INTRODUCTION

Precleaner is used in Engine Air Intake system for supplying cleaned air to the combustion chamber by separating dust particles. It is very important that Precleaner should separate out maximum dust particles from the fresh air before it enters combustion chamber by keeping the total pressure drop (back pressure) across the Precleaner within critical limit. CFD helps in understanding the trajectories of various sizes of dust particles within Precleaner and it also helps in determining the dust separation ability of Precleaner.

CHALLENGES

• Identifying design flaw in fin for more pressure drop and less dust particle separation efficiency.
• Identifying appropriate design parameter to be modified for optimized results.
• Keeping the total pressure drop (back pressure) below critical limit while modifying the Precleaner design.

THE SOLUTION

Flow analysis of Precleaner was done to observe the dust particle trajectory, dust separation efficiency and pressure drop across the Pre-cleaner. CFD helps in determining the swirl generation and dust particle separation ability of Pre-cleaner. CFD also helps in identifying the regions of higher pressure drop and eliminate them.

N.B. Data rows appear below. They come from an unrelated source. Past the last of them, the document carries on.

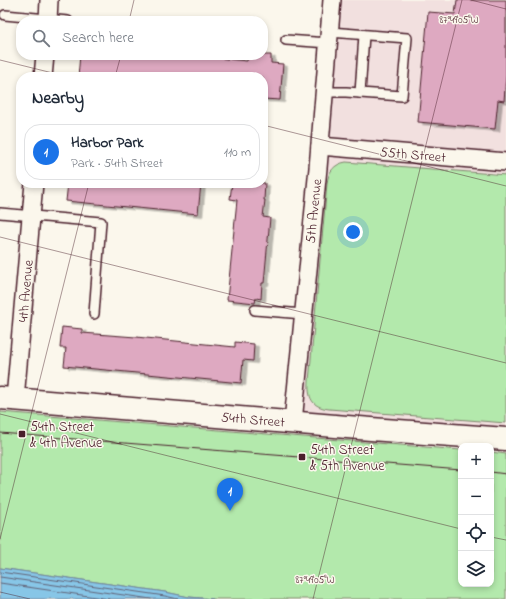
<!DOCTYPE html>
<html lang="en">
<head>
<meta charset="utf-8">
<style>
	:root { --surface:#fff; --page:#f2f2f3; --text:#1f2937; --muted:#747a83; --line:#e0e1e3; --accent:#1a73e8 }
	body { margin:0; font-family:"Indie Flower",sans-serif; background:var(--page); color:var(--text) }
	.controls { position:absolute; right:12px; bottom:12px; display:grid; overflow:hidden; border-radius:8px; box-shadow:0 2px 6px #0003 }
	.controls button { width:36px; height:36px; display:grid; place-items:center; padding:0; border:0; border-bottom:1px solid var(--line); background:var(--surface); color:var(--text); font:20px sans-serif }
	.you { position:absolute; left:353px; top:232px; width:14px; height:14px; margin:-10px; border:3px solid #fff; border-radius:50%; background:#1a73e8; box-shadow:0 0 0 6px #1a73e833 }
	.badge { display:grid; place-items:center; width:26px; height:26px; border-radius:50%; background:var(--accent); color:#fff; font-size:13px; font-weight:700 }
	.pin { position:absolute; translate:-50% -33px; filter:drop-shadow(0 1px 2px #0008) }
	.pin::after { content:''; position:absolute; top:21px; width:14px; height:12px; background:inherit; clip-path:polygon(0 0,100% 0,50% 100%) }
	.list { margin:0; padding:0; list-style:none }
	h2 { display:flex; justify-content:space-between; align-items:center; height:52px; margin:0; padding:0 16px; font-size:17px }
	h2 small { font-size:13px; font-weight:400; color:var(--muted) }
	.list li { display:grid; grid-template-columns:26px 1fr auto; gap:12px; align-items:center; box-sizing:border-box; height:56px; margin:0 8px 8px; padding:0 8px; border:1px solid var(--line); border-radius:16px }
	.list b { display:block; font-size:15px; white-space:nowrap }
	.list p { margin:0; font-size:13px; white-space:nowrap; color:var(--muted) }
	.list em { font-size:13px; font-style:normal; color:var(--muted) }
	.icon { flex:none; width:22px; height:22px; fill:none; stroke:currentColor; stroke-width:2; stroke-linecap:round; stroke-linejoin:round }
	.map { position:relative; flex:none; width:506px; height:599px; overflow:hidden }
	.search { position:absolute; background:var(--surface); box-shadow:0 2px 6px #0003; left:16px; top:16px; width:252px; height:44px; display:flex; align-items:center; gap:10px; box-sizing:border-box; padding:0 14px; border-radius:16px; color:var(--muted); font-size:15px }
	.panel { position:absolute; background:var(--surface); box-shadow:0 2px 6px #0003; left:16px; top:72px; width:252px; height:116px; border-radius:16px }
	.map>svg:first-child { display:block }
	.built { fill:#f2e0df }
	.green { fill:#b3e9ac; stroke:#7e846c }
	.water { fill:#87c6e7; stroke:#6f839c }
	.lines { fill:none; stroke-linecap:round; stroke-linejoin:round }
	.shore { stroke:#626276; stroke-width:1 }
	.building { fill:#dea9c1; stroke:#4a1f2b; filter:url(#shadow) }
	.lane-casing { stroke:#4a1f2b; stroke-width:12 }
	.street-casing { stroke:#4a1f2b; stroke-width:20 }
	.secondary-casing { stroke:#4a1f2b; stroke-width:25 }
	.lane { stroke:#fbf7ec; stroke-width:9 }
	.street { stroke:#fbf7ec; stroke-width:17 }
	.secondary { stroke:#fbf7ec; stroke-width:22 }
	.tram { stroke:#4a1f2b; stroke-width:1 }
	.ticks { fill:none; stroke:#4a1f2b; stroke-width:1; stroke-opacity:0.45 }
	.poi-dot { fill:#4a1f2b; stroke:#fbf7ec; stroke-width:1.5 }
	.labels { text-anchor:middle; stroke-width:3; stroke-linejoin:round; paint-order:stroke }
	.street-label { font-size:14px; fill:#4a1f2b; stroke:#fbf7ec }
	.poi-label { font-size:14px; fill:#4a1f2b; stroke:#fbf7ec; text-anchor:start }
	.ticks-label { font-size:10px; text-anchor:middle; fill:#4a1f2b; stroke:#fbf7ec; stroke-width:3; stroke-linejoin:round; paint-order:stroke }
</style>
</head>
<body>
<div class="map">
<svg width="506" height="599" viewBox="0 0 506 599">
	<defs>
		<filter id="shadow"><feDropShadow dx="4.5" dy="2.5" stdDeviation="0" flood-color="#0004"/></filter>
	</defs>
	<rect width="100%" height="100%" fill="#fbf7ec"/>
	<filter id="ink" filterUnits="userSpaceOnUse"><feTurbulence type="fractalNoise" baseFrequency=".025" numOctaves="2"/><feDisplacementMap in="SourceGraphic" scale="8" xChannelSelector="R" yChannelSelector="G"/><feConvolveMatrix kernelMatrix="1 2 1 2 8 2 1 2 1" color-interpolation-filters="sRGB"/></filter>
	<g filter="url(#ink)">
		<!-- built -->
		<polygon class="built" points="332,0 506,0 506,439 293,422"/>
		<!-- green -->
		<g class="green">
			<path d="M346,162L506,175V423L329,409C311,407 308,397 309,381L327,184C328,172 334,164 346,162Z"/>
			<polygon points="0,412 461,450 461,584 491,584 491,452 506,454 506,599 213,599 189,597 165,592 0,568"/>
		</g>
		<!-- water -->
		<polygon class="water" points="0,568 165,592 189,597 213,599 0,599"/>
		<g class="lines">
			<!-- shore -->
			<g class="shore">
				<polyline points="0,572 165,596 178,599"/>
				<polyline points="0,577 151,599"/>
				<polyline points="0,583 109,599"/>
			</g>
		</g>
		<!-- building -->
		<g class="building">
			<polygon points="457,0 506,0 506,75 504,101 498,100 495,129 418,122 428,12 455,14"/>
			<polygon points="80,55 217,55 217,58 247,61 248,55 271,55 271,63 283,64 280,100 263,99 263,77 78,77"/>
			<polygon points="68,183 201,183 198,214 66,201"/>
			<polygon points="232,183 265,183 264,200 265,200 263,217 270,218 264,283 262,283 261,299 256,298 255,303 227,300 237,200 230,199"/>
			<polygon points="62,327 82,329 82,333 136,337 235,347 235,342 254,344 253,361 243,360 241,383 64,366 66,348 60,348"/>
		</g>
		<g class="lines">
			<!-- lane casing -->
			<g class="lane-casing">
				<g id="lane">
					<polyline points="5,15 68,21"/>
					<polyline points="286,40 329,43"/>
					<polyline points="324,92 346,92 402,96 407,38 330,32"/>
					<polyline points="360,93 364,35"/>
					<polyline points="0,213 101,222 94,314"/>
					<polyline points="255,310 303,314"/>
				</g>
			</g>
			<!-- street casing -->
			<g class="street-casing">
				<g id="street">
					<polyline points="48,21 49,0"/>
					<polyline points="43,77 45,55"/>
					<polyline points="320,146 506,162"/>
					<polyline points="15,399 34,183"/>
					<polyline points="293,422 318,168 332,0"/>
				</g>
			</g>
			<!-- secondary casing -->
			<g class="secondary-casing">
				<polyline id="secondary" points="0,398 371,429 506,439"/>
			</g>
			<!-- lane -->
			<use href="#lane" class="lane"/>
			<!-- street -->
			<use href="#street" class="street"/>
			<!-- secondary -->
			<use href="#secondary" class="secondary"/>
			<!-- tram -->
			<g class="tram">
				<polyline points="0,433 461,470"/>
				<polyline points="491,472 506,474"/>
			</g>
		</g>
	</g>
	<!-- ticks -->
	<path class="ticks" d="M471,0L506,9M129,21L134,0M0,60L69,77M115,77L121,55M263,125L506,186M0,237L506,363M0,414L461,529M491,537L506,540M0,539L89,183M0,592L30,599M313,599L462,0"/>
	<!-- markers -->
	<g class="poi-dot">
		<rect x="18" y="430" width="8" height="8" rx="2"/>
		<rect x="298" y="453" width="8" height="8" rx="2"/>
	</g>
	<g class="labels">
		<!-- street labels -->
		<g class="street-label">
			<text transform="translate(413 154) rotate(5)" y="5">55th Street</text>
			<text transform="translate(313 211) rotate(-84)" y="5">5th Avenue</text>
			<text transform="translate(25 291) rotate(-85)" y="5">4th Avenue</text>
			<text transform="translate(253 419) rotate(5)" y="5">54th Street</text>
		</g>
		<!-- poi labels -->
		<g class="poi-label">
			<text x="30" y="431">54th Street<tspan x="30" dy="16">&amp; 4th Avenue</tspan></text>
			<text x="310" y="454">54th Street<tspan x="310" dy="16">&amp; 5th Avenue</tspan></text>
		</g>
	</g>
	<g class="ticks-label">
		<text x="459" y="23">87°49'05"W</text>
		<text x="315" y="583">87°49'05"W</text>
	</g>
</svg>
<div class="controls">
<button>+</button>
<button>−</button>
<button><svg class="icon" aria-label="locate" viewBox="0 0 24 24"><circle cx="12" cy="12" r="6"/><path d="M12 2v4M12 18v4M2 12h4M18 12h4"/></svg></button>
<button><svg class="icon" aria-label="layers" viewBox="0 0 24 24"><path d="M12 4l9 5-9 5-9-5zM3 14l9 5 9-5"/></svg></button>
</div>
<div class="you"></div>
<div class="pin badge" style="left:230px;top:511px">1</div>
<div class="search"><svg class="icon" aria-label="search" viewBox="0 0 24 24"><circle cx="10" cy="10" r="6"/><path d="M15 15l6 6"/></svg>Search here</div>
<section class="panel">
<h2>Nearby<small></small></h2>
<ul class="list">
<li><span class="badge">1</span><div><b>Harbor Park</b><p>Park · 54th Street</p></div><em>110 m</em></li>
</ul>
</section>
</div>
</body>
</html>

Based on the CFD analysis results of initial case, various design parameters are selected for improving the overall performance of Pre-cleaner. Various design modifications are carried out on the selected critical design parameters of Precleaner. CFD analysis was carried out for all design modification iterations which helped in assessing the Precleaner performance for those iterations. Based on CFD analysis results of all cases studied, best performing case was selected and further CFD analysis of this case was carried out for various flow rates, which helped in determining the operating range of Precleaner.

BENEFITS

• Quick design modifications for optimum performance.
• Cost-effective solution for reduced number of trials with improved dust separation efficiency.